== DATASET EXCERPTS ==
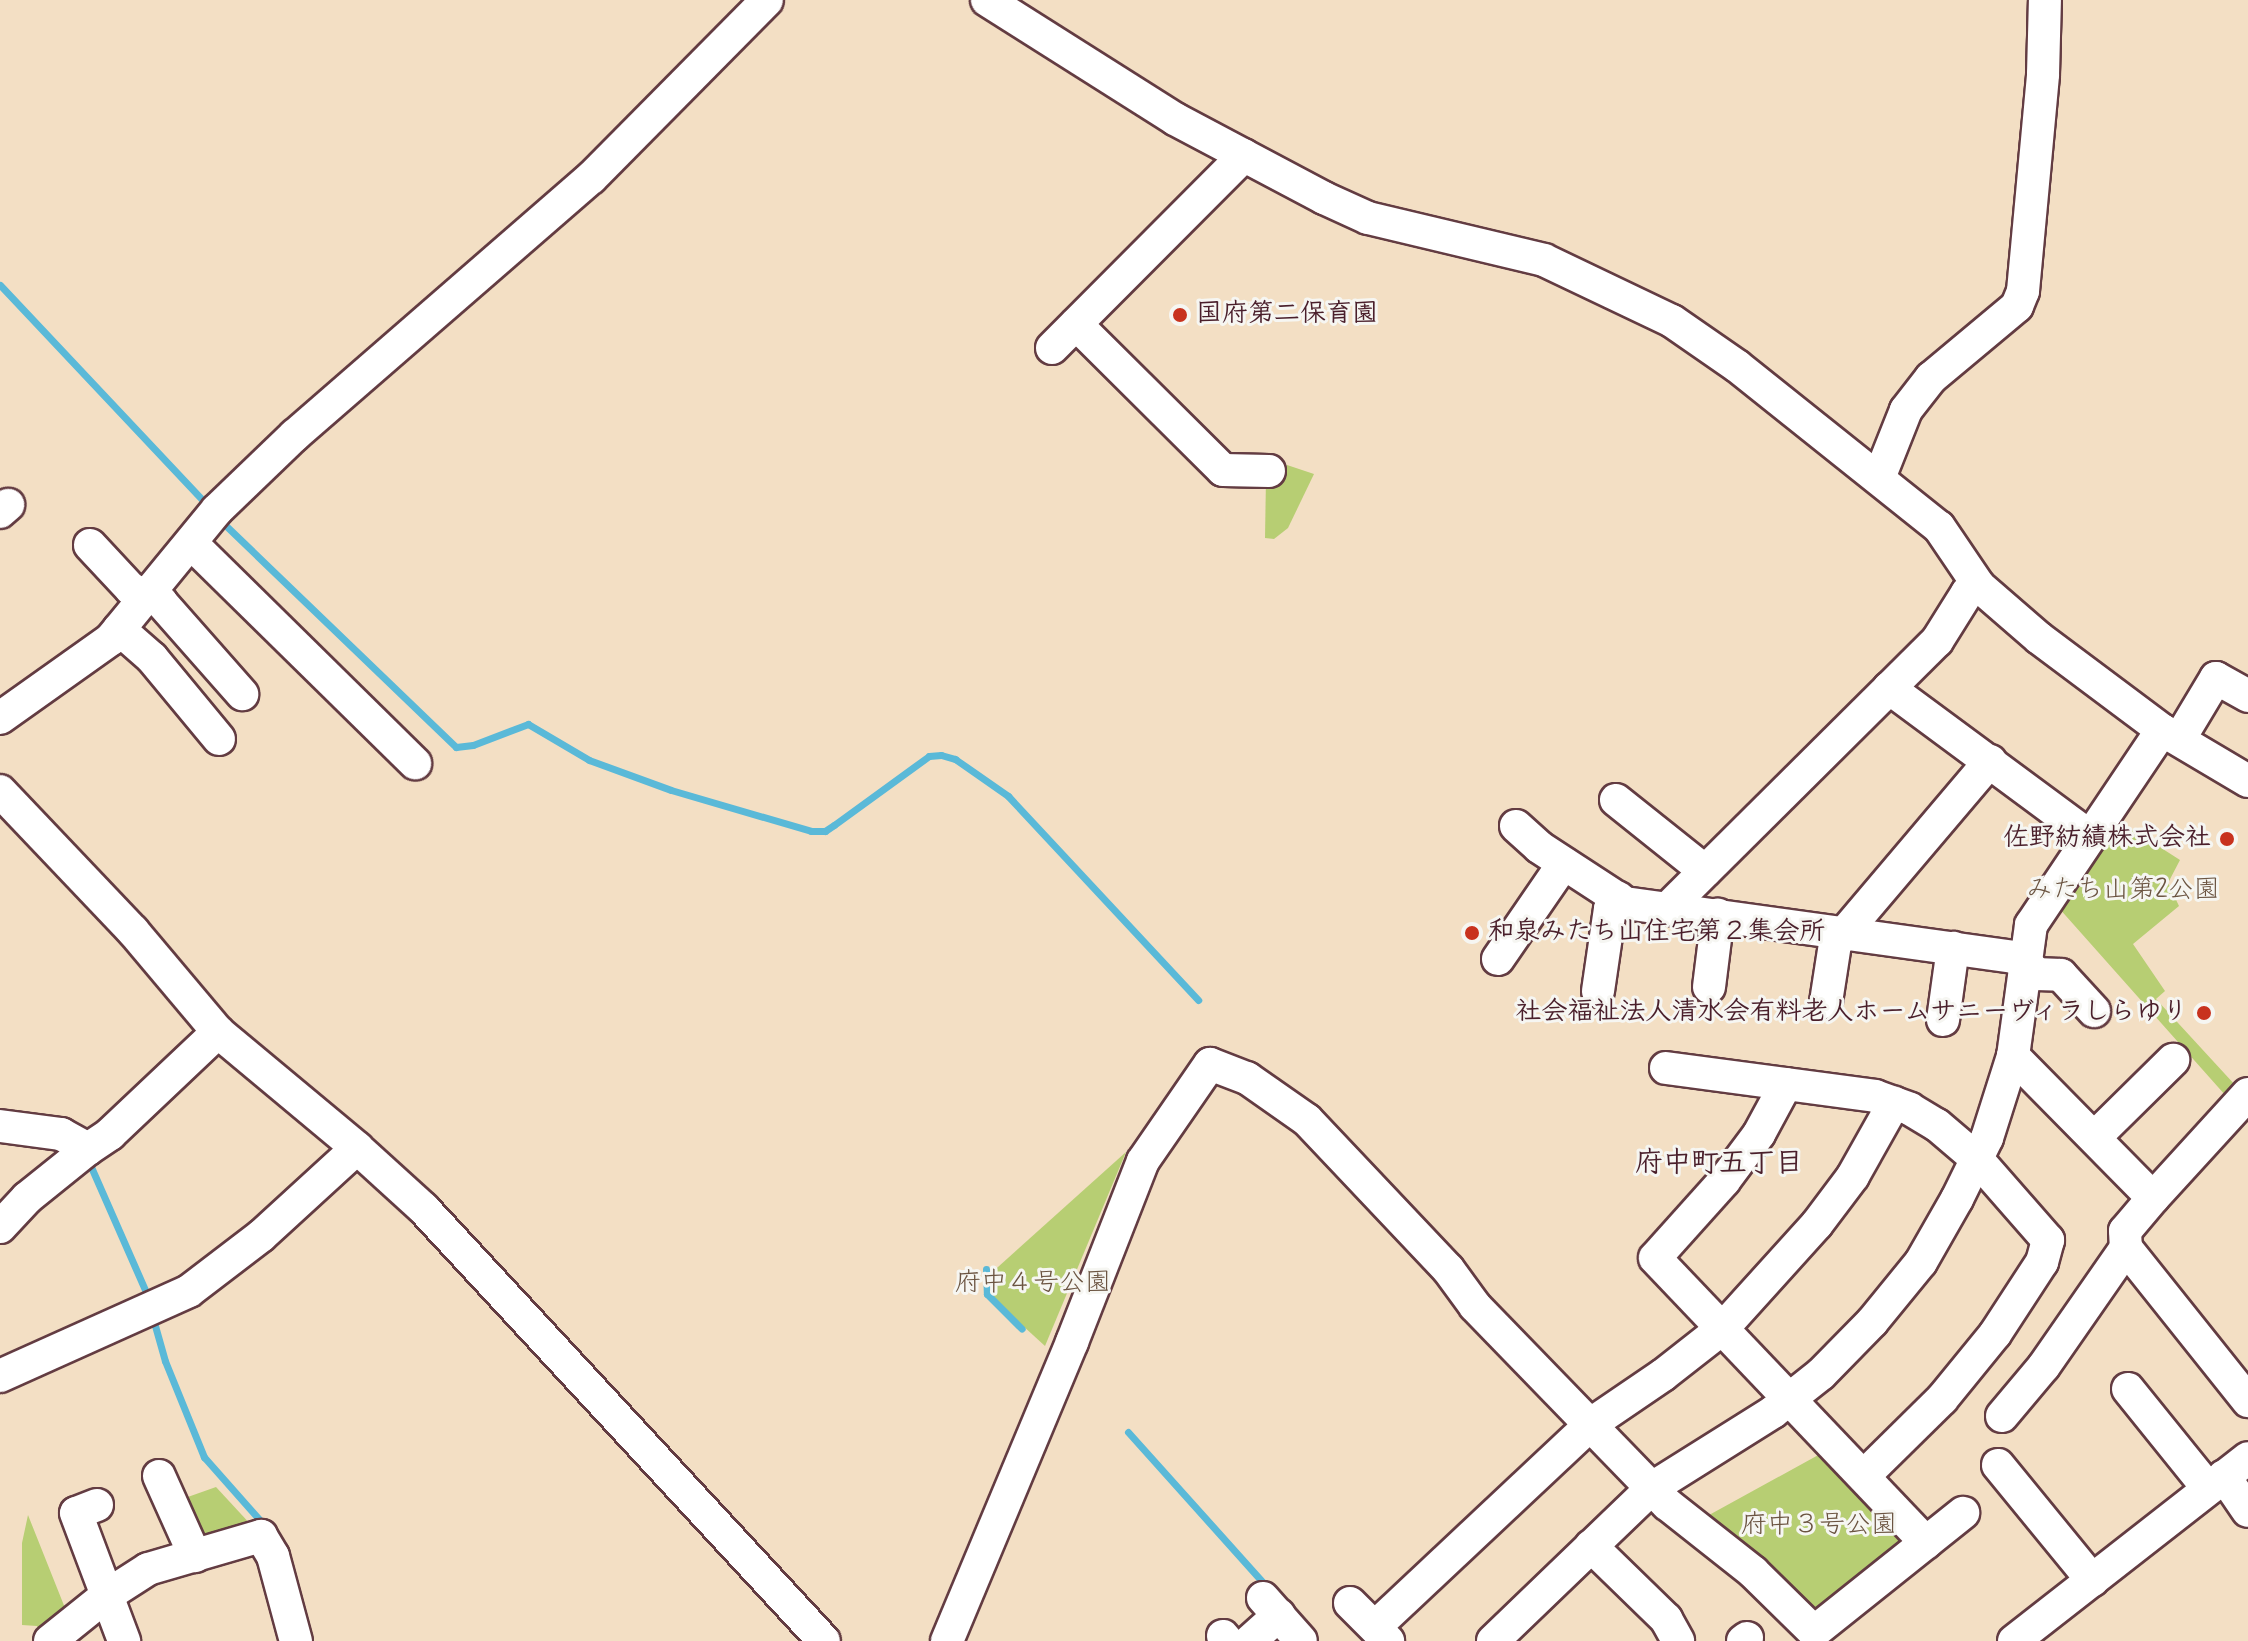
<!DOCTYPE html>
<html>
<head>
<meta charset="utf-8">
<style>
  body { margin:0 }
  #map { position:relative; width:2248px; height:1641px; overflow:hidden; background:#f3dfc4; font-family:Mynerve,"Klee One",sans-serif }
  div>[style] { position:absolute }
  .green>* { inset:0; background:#b7ce73 }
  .stream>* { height:7px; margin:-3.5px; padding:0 3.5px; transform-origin:3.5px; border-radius:3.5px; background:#5ab9d8 }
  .roads { filter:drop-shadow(2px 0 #633c42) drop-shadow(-2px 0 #633c42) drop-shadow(0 2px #633c42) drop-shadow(0 -2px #633c42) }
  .minor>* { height:32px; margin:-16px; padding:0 16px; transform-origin:16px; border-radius:16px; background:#fff }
  .dots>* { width:22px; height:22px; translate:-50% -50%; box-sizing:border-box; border:4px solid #f6f6f2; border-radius:50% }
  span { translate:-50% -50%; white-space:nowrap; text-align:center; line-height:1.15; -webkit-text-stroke:6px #f6f6f2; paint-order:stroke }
  .poi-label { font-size:26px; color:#4a1f2b; font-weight:700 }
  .left { translate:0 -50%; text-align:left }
  .right { translate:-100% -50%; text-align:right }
  .park-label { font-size:26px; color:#6b5441 }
  .neighbourhood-label { font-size:28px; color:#4a1f2b; font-weight:700 }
</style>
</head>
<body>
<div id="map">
  <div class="green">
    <div style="clip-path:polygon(1287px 465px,1314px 474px,1288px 528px,1274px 539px,1265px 538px,1266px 478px)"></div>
    <div style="clip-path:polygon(2116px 819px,2180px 860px,2168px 883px,2179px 906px,2133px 944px,2165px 991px,2156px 999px,2236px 1086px,2226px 1096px,2058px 907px)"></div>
    <div style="clip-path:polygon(1126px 1152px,1045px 1346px,987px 1293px,988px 1276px)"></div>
    <div style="clip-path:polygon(1831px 1448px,1919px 1542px,1824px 1616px,1773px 1568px,1700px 1520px)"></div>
    <div style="clip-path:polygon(216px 1487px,253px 1527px,205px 1541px,185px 1498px)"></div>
    <div style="clip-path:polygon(28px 1515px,67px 1613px,41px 1633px,37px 1626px,22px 1625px,22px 1543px)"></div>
  </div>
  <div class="stream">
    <div style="left:0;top:285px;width:302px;rotate:46.7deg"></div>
    <div style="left:221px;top:521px;width:326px;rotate:43.9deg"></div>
    <div style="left:456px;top:747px;width:17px;rotate:-7deg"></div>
    <div style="left:473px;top:745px;width:59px;rotate:-20.9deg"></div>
    <div style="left:528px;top:724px;width:71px;rotate:30.5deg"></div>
    <div style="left:589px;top:760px;width:87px;rotate:20.1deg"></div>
    <div style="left:671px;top:790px;width:146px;rotate:16.3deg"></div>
    <div style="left:811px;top:831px;width:14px"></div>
    <div style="left:825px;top:831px;width:11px;rotate:-34deg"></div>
    <div style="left:834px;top:825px;width:117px;rotate:-36deg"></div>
    <div style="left:929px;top:756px;width:12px;rotate:-5deg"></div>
    <div style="left:941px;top:755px;width:15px;rotate:16deg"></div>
    <div style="left:955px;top:759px;width:65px;rotate:34.9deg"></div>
    <div style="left:1008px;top:796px;width:279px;rotate:47deg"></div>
    <div style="left:88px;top:1160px;width:152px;rotate:66.3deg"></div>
    <div style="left:986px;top:1269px;width:25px;rotate:88deg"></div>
    <div style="left:987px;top:1294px;width:49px;rotate:45deg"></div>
    <div style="left:152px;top:1315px;width:48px;rotate:74.2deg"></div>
    <div style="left:165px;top:1361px;width:104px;rotate:67.9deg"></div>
    <div style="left:204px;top:1457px;width:92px;rotate:48.5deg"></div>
    <div style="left:1128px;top:1432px;width:210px;rotate:48.1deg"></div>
  </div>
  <div class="roads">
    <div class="minor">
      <div style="left:987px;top:0;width:222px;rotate:32.3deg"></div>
      <div style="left:1175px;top:119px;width:169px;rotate:27.9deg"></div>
      <div style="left:1324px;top:198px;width:48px;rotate:24.4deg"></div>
      <div style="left:1368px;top:218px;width:181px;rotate:13.4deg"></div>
      <div style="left:1544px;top:260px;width:142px;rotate:25.5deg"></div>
      <div style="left:1672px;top:321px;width:79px;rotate:34.7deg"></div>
      <div style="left:1737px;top:366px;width:258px;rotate:38.6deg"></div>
      <div style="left:1939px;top:527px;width:71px;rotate:55.9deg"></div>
      <div style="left:1979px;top:586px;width:79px;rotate:40.9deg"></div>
      <div style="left:2039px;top:638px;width:154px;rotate:36.8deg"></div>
      <div style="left:2162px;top:730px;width:100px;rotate:30.7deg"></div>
      <div style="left:1076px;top:324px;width:207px;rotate:44.8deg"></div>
      <div style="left:1223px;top:470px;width:46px;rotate:1.2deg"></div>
      <div style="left:1052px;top:348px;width:272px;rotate:-45.1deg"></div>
      <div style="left:1879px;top:478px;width:73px;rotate:-68.3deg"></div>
      <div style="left:1906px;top:410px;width:41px;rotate:-52deg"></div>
      <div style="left:1931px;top:378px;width:112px;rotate:-39.9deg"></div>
      <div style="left:2017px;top:306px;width:16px;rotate:-68deg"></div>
      <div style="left:2023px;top:291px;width:218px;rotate:-84.7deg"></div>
      <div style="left:2043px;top:74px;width:74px;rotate:-88.5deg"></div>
      <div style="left:0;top:512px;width:11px;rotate:-41deg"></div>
      <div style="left:192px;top:544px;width:313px;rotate:44.5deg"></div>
      <div style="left:90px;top:545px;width:60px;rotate:47deg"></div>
      <div style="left:131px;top:589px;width:33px;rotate:23deg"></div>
      <div style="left:161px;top:602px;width:123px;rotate:48.6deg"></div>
      <div style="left:119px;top:629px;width:44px;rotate:41.3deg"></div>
      <div style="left:152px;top:658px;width:105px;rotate:50.4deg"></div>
      <div style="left:1889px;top:688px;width:250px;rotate:36.5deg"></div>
      <div style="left:0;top:718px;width:136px;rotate:-35.4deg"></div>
      <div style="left:111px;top:639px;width:167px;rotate:-50.6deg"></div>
      <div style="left:217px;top:510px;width:108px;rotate:-43.9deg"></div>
      <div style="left:295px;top:435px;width:392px;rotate:-41deg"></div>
      <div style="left:591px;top:178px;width:250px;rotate:-45.3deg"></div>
      <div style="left:2162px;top:730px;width:235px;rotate:123.9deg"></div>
      <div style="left:2031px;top:925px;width:132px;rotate:97.8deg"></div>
      <div style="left:2013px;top:1056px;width:199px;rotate:45.4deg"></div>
      <div style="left:2153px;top:1198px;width:141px;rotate:-47.6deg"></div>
      <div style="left:2180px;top:738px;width:70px;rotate:-59deg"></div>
      <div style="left:2216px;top:678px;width:37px;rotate:29deg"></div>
      <div style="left:0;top:791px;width:193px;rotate:46.5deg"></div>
      <div style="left:133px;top:931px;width:132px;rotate:49.9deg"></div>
      <div style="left:218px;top:1032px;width:181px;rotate:39.8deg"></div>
      <div style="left:357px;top:1148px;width:89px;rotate:42.3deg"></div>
      <div style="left:423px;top:1208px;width:590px;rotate:47.2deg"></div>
      <div style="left:1616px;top:800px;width:114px;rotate:38.6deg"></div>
      <div style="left:1516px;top:826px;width:31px;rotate:42deg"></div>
      <div style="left:1539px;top:847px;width:103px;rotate:33.1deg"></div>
      <div style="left:1625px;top:903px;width:392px;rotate:7.9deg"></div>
      <div style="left:2013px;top:957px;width:14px;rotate:21deg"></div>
      <div style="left:2026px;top:962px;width:16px;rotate:50deg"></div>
      <div style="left:2036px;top:974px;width:25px;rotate:2deg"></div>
      <div style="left:2061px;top:975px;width:49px;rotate:47.5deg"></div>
      <div style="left:1668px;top:908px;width:379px;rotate:-44.8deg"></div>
      <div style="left:1937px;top:641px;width:57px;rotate:-58deg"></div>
      <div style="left:1967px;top:593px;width:14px;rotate:-30deg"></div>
      <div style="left:1498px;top:959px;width:116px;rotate:-55.5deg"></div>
      <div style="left:1709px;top:987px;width:73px;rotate:-82.9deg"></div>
      <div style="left:1598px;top:991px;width:83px;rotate:-81.7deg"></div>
      <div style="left:1610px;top:909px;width:14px;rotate:-54deg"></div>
      <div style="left:1826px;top:1002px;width:59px;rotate:-81.2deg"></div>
      <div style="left:1835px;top:944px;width:240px;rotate:-49.7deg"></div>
      <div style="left:1943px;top:1020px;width:73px;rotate:-82.1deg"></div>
      <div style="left:1666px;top:1068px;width:211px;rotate:7.6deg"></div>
      <div style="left:1875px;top:1096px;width:37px;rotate:20deg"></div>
      <div style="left:1910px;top:1109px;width:31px;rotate:31deg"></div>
      <div style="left:1937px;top:1125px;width:52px;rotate:40.4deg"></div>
      <div style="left:1977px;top:1159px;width:108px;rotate:48.8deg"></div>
      <div style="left:2048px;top:1240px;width:23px;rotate:105deg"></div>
      <div style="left:2042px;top:1262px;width:86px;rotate:123.1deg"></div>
      <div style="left:1995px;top:1334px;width:84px;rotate:129.2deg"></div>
      <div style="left:1942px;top:1399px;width:110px;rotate:135.4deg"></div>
      <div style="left:1786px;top:1084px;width:57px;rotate:118.4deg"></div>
      <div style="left:1759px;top:1134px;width:59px;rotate:126.7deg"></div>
      <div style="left:1724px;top:1181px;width:103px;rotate:131.9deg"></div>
      <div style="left:1655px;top:1258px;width:393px;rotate:46.4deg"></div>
      <div style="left:0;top:1126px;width:62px;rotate:7.5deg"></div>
      <div style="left:61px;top:1134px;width:31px;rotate:29deg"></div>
      <div style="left:88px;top:1149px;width:27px;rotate:-34deg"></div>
      <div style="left:110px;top:1134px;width:149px;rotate:-43.4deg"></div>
      <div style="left:2095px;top:1137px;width:110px;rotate:-44.6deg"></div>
      <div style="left:2153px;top:1198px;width:43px;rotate:130.3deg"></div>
      <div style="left:2125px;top:1231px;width:17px;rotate:87deg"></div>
      <div style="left:2126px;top:1248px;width:196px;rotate:51.4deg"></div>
      <div style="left:0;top:1227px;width:40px;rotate:-47deg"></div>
      <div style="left:27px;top:1198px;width:78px;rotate:-38.8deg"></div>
      <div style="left:0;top:1376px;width:207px;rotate:-24.2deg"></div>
      <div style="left:189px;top:1291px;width:91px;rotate:-37.4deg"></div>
      <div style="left:261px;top:1236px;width:130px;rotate:-42.5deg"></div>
      <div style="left:2128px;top:1389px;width:127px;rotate:51.1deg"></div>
      <div style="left:2002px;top:1416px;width:65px;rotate:-50deg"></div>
      <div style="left:2044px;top:1366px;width:144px;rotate:-55.2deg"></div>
      <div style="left:1998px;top:1465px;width:149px;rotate:50.7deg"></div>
      <div style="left:159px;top:1476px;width:88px;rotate:65.8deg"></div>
      <div style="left:2224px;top:1476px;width:42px;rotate:55.6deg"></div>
      <div style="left:97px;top:1505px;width:22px;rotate:159deg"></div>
      <div style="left:76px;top:1513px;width:137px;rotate:69.4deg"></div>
      <div style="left:1591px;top:1546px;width:105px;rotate:44.2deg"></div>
      <div style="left:1666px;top:1619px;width:25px;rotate:61deg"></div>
      <div style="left:1263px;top:1598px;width:57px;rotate:48.5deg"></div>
      <div style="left:1350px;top:1603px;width:54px;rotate:45deg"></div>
      <div style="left:1375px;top:1627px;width:296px;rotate:-43.2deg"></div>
      <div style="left:1591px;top:1424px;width:87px;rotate:-34.2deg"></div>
      <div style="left:1663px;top:1375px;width:76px;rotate:-38.1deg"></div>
      <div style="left:1723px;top:1328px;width:140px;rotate:-47.9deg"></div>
      <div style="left:1817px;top:1224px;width:60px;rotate:-53.1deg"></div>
      <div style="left:1853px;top:1176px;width:84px;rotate:-60.7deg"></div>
      <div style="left:1223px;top:1636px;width:6px;rotate:51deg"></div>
      <div style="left:50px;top:1641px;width:72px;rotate:-38.8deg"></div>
      <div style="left:106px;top:1596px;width:50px;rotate:-32.7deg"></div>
      <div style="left:148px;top:1569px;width:118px;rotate:-16.3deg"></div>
      <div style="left:261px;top:1536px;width:23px;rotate:59deg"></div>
      <div style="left:273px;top:1556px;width:88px;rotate:74.9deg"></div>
      <div style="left:947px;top:1641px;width:324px;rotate:-67.3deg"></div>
      <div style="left:1072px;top:1342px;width:194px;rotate:-68.6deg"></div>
      <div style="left:1143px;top:1161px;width:118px;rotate:-55.4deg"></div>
      <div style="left:1210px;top:1064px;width:40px;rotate:21deg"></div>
      <div style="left:1247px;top:1078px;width:73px;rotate:35deg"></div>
      <div style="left:1307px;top:1120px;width:205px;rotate:46.6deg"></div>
      <div style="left:1448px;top:1269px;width:46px;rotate:53.9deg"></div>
      <div style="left:1475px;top:1306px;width:276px;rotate:45.9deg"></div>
      <div style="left:1667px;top:1504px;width:110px;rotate:38.3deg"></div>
      <div style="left:1753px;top:1572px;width:86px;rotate:44.5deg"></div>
      <div style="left:1814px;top:1632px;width:191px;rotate:-38.6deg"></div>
      <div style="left:1250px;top:1641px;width:39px;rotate:-42deg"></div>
      <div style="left:1493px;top:1641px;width:221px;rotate:-43.9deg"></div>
      <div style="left:1652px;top:1488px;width:143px;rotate:-32.1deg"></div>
      <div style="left:1773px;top:1412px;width:61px;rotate:-38.4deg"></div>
      <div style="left:1821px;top:1374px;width:73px;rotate:-45.6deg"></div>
      <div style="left:1872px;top:1322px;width:77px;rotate:-50.8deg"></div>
      <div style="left:1921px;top:1262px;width:73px;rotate:-60.3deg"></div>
      <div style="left:1957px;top:1199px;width:68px;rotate:-63.8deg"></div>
      <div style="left:1987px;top:1138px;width:86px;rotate:-72.4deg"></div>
      <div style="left:1743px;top:1641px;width:5px;rotate:-37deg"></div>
      <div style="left:2014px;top:1641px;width:297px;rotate:-38deg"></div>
    </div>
  </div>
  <div class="dots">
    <div style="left:1180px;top:315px;background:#c8321e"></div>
    <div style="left:2227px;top:839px;background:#c8321e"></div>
    <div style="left:1472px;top:933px;background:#c8321e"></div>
    <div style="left:2204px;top:1013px;background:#c8321e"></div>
  </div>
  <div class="poi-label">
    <span class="left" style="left:1196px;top:315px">国府第二保育園</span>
    <span class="right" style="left:2211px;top:839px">佐野紡績株式会社</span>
    <span class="left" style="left:1488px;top:933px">和泉みたち山住宅第２集会所</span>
    <span class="right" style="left:2188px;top:1013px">社会福祉法人清水会有料老人ホームサニーヴィラしらゆり</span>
  </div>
  <div class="park-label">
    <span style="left:2123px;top:891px">みたち山第2公園</span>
    <span style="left:1033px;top:1284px">府中４号公園</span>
    <span style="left:1819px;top:1526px">府中３号公園</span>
  </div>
  <div class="neighbourhood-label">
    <span style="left:1719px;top:1164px">府中町五丁目</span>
  </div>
</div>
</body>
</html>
===
**TASK TO COMPLETE**
Beginning with the first line of the records and ending with the line that contains "height:7px; margin:-3.5px; padding:0", reproduce every line exactly, omitting pictures and adding nothing.

**WRITTEN SOLUTION**
<!DOCTYPE html>
<html>
<head>
<meta charset="utf-8">
<style>
  body { margin:0 }
  #map { position:relative; width:2248px; height:1641px; overflow:hidden; background:#f3dfc4; font-family:Mynerve,"Klee One",sans-serif }
  div>[style] { position:absolute }
  .green>* { inset:0; background:#b7ce73 }
  .stream>* { height:7px; margin:-3.5px; padding:0 3.5px; transform-origin:3.5px; border-radius:3.5px; background:#5ab9d8 }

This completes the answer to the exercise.